Città e territori intelligenti, in un volume di Lorenzo Ciapetti

recensione di Cristina Fabi (*)


E' possibile partire dalla dimensione locale per pensare allo sviluppo di un paese? Con quali politiche e quali mezzi finanziari? Quali sono i meccanismi - sociali, economici e politici - che regolano questi processi? Come è possibile evitare uno sterile e a volte un po' retrivo elogio del “localismo”, che a molti
appare oramai superato, quando non schiacciato, dalla globalizzazione?
Sono queste le domande che guidano le riflessioni di Lorenzo Ciapetti nel volume Lo Sviluppo Locale: capacità e risorse di città e territori (Bologna, Il Mulino).

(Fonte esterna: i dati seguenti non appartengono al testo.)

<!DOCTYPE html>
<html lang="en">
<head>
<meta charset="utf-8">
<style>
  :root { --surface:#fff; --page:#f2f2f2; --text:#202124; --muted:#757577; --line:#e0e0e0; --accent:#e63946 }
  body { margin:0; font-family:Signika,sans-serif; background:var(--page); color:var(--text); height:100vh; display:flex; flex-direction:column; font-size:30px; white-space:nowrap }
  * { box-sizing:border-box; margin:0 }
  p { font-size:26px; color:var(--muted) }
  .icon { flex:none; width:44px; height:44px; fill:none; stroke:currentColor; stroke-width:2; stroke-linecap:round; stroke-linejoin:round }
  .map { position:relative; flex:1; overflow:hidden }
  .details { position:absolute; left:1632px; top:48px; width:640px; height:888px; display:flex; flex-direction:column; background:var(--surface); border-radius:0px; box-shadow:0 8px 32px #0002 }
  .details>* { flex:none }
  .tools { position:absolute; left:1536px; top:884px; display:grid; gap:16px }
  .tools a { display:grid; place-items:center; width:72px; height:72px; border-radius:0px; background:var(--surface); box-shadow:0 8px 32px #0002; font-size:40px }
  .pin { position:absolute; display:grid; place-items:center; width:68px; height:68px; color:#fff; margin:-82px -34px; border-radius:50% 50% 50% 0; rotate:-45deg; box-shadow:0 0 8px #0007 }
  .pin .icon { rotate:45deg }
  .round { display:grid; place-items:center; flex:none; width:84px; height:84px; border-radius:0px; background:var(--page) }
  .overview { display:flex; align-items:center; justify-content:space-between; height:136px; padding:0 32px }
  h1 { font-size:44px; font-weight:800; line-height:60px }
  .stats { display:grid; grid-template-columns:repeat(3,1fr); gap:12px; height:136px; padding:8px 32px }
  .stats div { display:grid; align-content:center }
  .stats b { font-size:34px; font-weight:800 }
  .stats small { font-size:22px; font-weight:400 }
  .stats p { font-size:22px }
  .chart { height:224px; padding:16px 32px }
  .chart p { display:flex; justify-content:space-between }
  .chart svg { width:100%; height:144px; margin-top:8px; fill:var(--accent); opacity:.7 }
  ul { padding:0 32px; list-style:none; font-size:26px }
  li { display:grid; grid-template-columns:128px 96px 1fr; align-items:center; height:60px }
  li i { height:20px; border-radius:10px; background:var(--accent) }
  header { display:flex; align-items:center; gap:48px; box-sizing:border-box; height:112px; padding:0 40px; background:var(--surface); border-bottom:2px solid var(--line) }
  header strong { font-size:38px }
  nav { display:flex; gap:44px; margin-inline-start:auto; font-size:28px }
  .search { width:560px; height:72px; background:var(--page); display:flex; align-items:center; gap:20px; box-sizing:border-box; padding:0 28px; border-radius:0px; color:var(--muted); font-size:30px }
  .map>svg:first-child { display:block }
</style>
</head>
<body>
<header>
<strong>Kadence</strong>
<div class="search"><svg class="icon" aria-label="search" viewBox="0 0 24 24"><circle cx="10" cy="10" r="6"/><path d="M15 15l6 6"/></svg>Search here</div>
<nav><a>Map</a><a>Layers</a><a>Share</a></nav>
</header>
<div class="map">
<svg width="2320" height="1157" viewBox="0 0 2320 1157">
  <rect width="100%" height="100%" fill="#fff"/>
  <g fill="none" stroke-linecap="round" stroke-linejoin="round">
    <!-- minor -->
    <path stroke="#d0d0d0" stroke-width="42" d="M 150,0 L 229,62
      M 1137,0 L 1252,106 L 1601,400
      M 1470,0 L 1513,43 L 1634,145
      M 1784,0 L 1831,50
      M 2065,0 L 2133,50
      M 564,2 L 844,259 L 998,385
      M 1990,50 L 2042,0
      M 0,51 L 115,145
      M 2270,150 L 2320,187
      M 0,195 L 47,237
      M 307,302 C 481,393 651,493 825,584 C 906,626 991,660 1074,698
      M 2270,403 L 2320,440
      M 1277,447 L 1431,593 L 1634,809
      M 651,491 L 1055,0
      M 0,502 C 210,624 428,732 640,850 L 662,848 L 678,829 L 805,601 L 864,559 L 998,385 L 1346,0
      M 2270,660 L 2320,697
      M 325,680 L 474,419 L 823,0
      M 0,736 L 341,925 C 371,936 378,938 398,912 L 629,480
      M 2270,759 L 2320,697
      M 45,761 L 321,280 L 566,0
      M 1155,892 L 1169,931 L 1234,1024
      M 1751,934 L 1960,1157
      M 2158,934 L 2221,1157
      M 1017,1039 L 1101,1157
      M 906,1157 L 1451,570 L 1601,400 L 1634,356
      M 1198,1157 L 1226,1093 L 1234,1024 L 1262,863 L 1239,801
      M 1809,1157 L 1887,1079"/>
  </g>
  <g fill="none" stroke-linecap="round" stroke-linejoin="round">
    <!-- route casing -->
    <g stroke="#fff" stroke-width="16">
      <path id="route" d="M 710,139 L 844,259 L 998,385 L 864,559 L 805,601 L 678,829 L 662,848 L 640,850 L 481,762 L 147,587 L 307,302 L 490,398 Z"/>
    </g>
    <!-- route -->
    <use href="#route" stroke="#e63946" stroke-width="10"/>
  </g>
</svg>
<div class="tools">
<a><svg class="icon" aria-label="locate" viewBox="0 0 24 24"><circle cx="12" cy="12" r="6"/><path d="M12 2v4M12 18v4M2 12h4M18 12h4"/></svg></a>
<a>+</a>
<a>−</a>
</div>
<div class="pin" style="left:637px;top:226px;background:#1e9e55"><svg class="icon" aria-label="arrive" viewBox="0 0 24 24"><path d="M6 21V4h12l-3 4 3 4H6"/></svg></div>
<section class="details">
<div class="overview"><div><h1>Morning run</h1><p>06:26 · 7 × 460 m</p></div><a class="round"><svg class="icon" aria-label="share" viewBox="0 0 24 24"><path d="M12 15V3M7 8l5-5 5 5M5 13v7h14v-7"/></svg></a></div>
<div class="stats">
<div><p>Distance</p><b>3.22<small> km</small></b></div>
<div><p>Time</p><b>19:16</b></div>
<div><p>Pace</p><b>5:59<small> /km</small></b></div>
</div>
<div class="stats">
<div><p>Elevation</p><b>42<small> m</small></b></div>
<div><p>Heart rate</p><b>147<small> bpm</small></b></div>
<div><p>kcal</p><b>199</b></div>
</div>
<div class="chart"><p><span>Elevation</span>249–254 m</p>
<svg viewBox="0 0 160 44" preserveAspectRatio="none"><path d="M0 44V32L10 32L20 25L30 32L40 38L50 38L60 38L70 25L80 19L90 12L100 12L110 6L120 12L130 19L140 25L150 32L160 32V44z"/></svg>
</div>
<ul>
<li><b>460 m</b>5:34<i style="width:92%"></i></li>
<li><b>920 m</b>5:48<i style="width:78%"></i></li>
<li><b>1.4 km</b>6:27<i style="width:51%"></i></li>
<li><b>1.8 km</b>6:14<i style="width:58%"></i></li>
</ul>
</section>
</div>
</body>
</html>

Fare sviluppo locale significa so soprattutto lavorare sull’identità locale, connettere e mettere in relazione  ... Lo sviluppo locale va inteso come un processo di cooperazione e cambiamento che va oltre la tradizionale dicotomia tra Stato e mercato: i processi di sviluppo locale dovrebbero presupporre coordinamento tra istituzioni, imprese, rappresentanze e cittadini di una comunità, in termini di azione collettiva orientata non solo a fare crescere l'economia locale, ma anche a garantire che questa crescita avvenga con investimenti in innovazione, capitale umano qualificato, creatività e sistemi culturali, efficienza energetica, benessere dei cittadini e capitale sociale.

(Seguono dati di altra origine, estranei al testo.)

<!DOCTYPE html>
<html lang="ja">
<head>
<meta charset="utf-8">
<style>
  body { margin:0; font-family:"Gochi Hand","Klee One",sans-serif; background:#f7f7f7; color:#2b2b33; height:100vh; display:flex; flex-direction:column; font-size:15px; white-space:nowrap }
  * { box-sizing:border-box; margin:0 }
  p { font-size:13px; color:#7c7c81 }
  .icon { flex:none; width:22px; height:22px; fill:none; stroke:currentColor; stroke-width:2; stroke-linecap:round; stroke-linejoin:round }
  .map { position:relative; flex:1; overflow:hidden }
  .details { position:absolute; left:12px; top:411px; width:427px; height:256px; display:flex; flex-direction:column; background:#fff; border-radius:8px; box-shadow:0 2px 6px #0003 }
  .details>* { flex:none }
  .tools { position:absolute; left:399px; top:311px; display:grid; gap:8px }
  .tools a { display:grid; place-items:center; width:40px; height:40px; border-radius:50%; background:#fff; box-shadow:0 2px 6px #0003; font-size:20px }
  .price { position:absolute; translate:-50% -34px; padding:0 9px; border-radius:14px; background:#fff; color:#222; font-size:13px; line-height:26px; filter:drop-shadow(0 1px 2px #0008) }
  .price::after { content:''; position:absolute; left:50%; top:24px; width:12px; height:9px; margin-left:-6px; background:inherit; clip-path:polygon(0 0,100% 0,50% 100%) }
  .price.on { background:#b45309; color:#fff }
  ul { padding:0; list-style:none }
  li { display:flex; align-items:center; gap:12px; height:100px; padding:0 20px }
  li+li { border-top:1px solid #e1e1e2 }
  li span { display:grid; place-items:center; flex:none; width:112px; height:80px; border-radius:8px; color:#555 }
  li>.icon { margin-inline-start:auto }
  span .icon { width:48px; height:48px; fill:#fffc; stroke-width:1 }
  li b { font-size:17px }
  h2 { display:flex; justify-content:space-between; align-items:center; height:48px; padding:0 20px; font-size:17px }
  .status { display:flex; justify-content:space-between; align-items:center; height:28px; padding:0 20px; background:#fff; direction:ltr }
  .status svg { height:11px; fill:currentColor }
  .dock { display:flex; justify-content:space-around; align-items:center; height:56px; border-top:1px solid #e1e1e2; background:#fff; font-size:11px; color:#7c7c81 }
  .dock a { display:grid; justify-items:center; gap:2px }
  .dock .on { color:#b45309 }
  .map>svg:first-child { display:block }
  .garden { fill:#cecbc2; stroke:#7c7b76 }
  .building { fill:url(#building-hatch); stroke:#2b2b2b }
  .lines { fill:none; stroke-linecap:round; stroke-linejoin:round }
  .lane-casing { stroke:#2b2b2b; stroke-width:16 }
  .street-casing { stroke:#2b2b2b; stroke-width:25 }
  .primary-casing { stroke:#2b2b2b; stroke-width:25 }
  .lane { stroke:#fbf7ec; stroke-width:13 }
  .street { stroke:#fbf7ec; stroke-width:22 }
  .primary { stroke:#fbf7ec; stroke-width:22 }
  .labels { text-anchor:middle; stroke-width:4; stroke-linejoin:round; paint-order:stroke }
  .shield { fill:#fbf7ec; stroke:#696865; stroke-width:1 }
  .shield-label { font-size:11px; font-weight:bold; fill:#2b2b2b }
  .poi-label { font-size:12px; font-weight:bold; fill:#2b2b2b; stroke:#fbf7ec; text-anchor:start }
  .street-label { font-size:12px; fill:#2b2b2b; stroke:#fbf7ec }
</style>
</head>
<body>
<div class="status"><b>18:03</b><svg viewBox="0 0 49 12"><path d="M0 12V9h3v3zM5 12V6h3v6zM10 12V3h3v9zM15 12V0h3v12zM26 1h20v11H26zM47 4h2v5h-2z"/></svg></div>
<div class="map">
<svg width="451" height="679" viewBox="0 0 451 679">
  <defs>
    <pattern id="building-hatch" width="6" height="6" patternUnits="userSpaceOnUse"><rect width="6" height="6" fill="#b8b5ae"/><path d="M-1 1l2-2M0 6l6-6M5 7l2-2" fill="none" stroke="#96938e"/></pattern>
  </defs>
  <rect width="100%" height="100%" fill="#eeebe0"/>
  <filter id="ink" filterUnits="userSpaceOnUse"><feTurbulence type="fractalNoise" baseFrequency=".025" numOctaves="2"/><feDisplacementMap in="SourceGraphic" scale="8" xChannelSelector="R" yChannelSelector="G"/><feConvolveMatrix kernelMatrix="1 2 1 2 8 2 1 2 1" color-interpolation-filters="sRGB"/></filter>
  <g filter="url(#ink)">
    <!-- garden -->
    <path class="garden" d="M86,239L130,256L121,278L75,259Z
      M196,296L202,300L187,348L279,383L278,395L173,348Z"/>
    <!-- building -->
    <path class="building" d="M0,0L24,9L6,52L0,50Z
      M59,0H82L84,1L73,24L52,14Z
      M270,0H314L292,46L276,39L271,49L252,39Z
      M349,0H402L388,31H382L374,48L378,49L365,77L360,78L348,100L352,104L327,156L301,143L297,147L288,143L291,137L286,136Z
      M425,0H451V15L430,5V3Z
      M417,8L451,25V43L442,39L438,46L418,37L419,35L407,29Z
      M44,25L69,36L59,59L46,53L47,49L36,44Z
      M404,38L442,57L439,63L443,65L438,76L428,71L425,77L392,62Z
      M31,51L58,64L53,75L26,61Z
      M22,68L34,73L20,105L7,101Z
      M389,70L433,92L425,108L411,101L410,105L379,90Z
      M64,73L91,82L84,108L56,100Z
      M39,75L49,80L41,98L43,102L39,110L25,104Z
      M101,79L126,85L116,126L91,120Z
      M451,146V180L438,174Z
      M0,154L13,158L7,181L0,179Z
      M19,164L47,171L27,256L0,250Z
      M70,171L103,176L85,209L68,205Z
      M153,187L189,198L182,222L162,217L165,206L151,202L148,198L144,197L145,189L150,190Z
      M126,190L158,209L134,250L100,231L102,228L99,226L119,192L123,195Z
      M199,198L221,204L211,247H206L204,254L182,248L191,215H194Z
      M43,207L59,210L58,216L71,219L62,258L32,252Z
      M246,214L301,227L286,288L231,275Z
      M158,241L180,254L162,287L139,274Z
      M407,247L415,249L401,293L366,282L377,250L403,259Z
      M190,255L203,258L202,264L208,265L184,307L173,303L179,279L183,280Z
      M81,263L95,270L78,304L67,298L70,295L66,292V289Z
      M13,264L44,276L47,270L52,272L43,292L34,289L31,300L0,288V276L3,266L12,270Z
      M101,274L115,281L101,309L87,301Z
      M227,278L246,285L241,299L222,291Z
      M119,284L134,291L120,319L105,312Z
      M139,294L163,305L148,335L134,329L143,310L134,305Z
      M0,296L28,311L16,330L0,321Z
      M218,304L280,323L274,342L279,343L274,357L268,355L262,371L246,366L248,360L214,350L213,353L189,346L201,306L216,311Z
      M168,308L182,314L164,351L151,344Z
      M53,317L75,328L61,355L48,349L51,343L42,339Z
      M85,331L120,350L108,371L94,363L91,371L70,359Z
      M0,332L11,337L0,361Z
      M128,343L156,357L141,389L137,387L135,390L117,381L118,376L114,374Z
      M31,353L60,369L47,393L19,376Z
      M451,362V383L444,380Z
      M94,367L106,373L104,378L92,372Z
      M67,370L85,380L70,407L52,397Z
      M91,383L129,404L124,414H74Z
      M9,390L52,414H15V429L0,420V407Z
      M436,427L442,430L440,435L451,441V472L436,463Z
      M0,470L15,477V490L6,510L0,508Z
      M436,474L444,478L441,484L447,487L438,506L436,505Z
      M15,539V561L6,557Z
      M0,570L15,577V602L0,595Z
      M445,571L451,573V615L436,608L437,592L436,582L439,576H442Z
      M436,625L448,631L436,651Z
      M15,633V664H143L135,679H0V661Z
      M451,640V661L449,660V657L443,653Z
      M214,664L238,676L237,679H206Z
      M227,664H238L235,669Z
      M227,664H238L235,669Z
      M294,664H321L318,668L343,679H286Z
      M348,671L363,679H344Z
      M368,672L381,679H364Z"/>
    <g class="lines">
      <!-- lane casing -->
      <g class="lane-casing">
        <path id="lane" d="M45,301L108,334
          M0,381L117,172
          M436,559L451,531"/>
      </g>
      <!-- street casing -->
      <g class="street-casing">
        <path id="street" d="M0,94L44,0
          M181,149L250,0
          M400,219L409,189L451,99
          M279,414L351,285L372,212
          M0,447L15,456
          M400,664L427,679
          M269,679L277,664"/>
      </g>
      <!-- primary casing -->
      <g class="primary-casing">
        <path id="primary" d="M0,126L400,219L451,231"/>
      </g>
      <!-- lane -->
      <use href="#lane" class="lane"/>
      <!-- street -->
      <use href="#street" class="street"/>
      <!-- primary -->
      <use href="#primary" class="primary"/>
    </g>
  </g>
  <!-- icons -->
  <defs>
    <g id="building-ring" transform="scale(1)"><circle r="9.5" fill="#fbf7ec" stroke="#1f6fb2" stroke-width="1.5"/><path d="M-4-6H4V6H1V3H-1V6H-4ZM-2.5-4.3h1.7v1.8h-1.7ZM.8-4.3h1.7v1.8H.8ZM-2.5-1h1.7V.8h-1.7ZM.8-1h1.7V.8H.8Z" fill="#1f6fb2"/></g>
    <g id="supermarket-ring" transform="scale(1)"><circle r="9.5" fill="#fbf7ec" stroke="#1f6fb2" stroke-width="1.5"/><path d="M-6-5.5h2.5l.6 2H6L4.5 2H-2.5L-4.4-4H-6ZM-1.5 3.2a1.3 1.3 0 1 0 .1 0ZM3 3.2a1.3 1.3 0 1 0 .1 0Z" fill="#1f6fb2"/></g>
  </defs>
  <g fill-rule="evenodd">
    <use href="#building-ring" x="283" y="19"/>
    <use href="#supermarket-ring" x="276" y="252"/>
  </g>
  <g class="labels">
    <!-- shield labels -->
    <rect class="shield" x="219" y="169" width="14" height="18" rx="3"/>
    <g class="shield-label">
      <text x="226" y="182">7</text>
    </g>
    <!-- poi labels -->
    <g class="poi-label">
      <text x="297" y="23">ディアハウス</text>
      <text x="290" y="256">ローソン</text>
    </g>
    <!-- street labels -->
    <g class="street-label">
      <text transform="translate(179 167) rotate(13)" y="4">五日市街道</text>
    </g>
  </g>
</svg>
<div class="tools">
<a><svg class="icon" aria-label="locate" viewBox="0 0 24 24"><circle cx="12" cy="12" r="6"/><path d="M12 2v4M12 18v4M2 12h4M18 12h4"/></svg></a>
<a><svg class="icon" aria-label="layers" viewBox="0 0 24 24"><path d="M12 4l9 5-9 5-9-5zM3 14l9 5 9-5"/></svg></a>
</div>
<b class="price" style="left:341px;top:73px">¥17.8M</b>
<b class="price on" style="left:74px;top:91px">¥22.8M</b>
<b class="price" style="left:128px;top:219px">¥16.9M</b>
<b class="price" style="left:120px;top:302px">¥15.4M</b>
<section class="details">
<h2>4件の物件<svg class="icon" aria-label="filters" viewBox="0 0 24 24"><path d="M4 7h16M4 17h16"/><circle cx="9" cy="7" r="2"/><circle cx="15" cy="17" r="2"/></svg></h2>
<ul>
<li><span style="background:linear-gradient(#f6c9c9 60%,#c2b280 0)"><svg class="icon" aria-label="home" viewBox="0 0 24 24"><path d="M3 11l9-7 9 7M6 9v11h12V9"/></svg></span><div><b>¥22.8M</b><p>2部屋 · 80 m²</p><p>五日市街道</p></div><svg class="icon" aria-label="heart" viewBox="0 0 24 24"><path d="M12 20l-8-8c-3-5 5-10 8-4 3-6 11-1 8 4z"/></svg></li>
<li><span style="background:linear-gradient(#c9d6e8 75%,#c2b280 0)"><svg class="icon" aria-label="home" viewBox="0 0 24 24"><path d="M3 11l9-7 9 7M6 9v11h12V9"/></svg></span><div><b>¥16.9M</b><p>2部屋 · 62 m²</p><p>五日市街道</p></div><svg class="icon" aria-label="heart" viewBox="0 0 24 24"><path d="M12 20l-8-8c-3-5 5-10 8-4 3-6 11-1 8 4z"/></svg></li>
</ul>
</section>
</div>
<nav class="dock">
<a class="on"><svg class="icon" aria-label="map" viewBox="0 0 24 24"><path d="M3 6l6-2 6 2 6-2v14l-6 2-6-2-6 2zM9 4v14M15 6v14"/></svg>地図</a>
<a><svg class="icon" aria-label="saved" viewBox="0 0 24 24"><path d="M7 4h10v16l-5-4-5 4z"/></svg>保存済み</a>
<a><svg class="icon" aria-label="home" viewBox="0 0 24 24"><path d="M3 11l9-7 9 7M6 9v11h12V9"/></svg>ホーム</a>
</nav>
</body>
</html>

Secondo l'autore, sul piano concreto si possono distinguere principalmente due famiglie di strumenti concertativi: la programmazione negoziata da un lato, i piani strategici ed i programmi urbanistici complessi dall’altro.
Nella prima rientrano i patti territoriali, i contratti d’area, le intese istituzionali e gli accordi di programma che si differenziano per tipo di contratto. La pianificazione strategica, invece, riveste un ruolo centrale nelle politiche pubbliche contrattuali data la capacità di apportare cambiamenti nelle strategie di decision making, nell’aspetto fisico delle città ed infine grazie alla forza della rete degli attori.
L’esperienza dei patti territoriali, concretizzata in Italia dal 1996 al 2000, è sicuramente il tentativo più importante di implementazione di politiche per lo sviluppo a livello locale, ma il dibattito scientifico che cerca di valutarne l'utilità è ancora molto acceso.
Da una parte, troviamo le voci di chi pensa che i patti territoriali hanno prodotto risultati positivi nel miglioramento della qualità sociale e istituzionale, una maggiore responsabilizzazione degli attori coinvolti, la consolidazione di reti fra istituzioni e soggetti privati ed inoltre la formazione di specifiche competenze nel campo dello sviluppo economico. In alcuni casi fra gli aspetti posiviti si riscontrano anche le condizioni per la crescita di una leadership con un parziale effetto di rinnovamento della classe dirigente.
Dall'altra c'è anche chi, con verdetto impietoso, definisce più che fallimentare l’esperienza dei patti, considerando i deludenti risultati, a fronte dell'enorme dispendio di mezzi economici ed umani.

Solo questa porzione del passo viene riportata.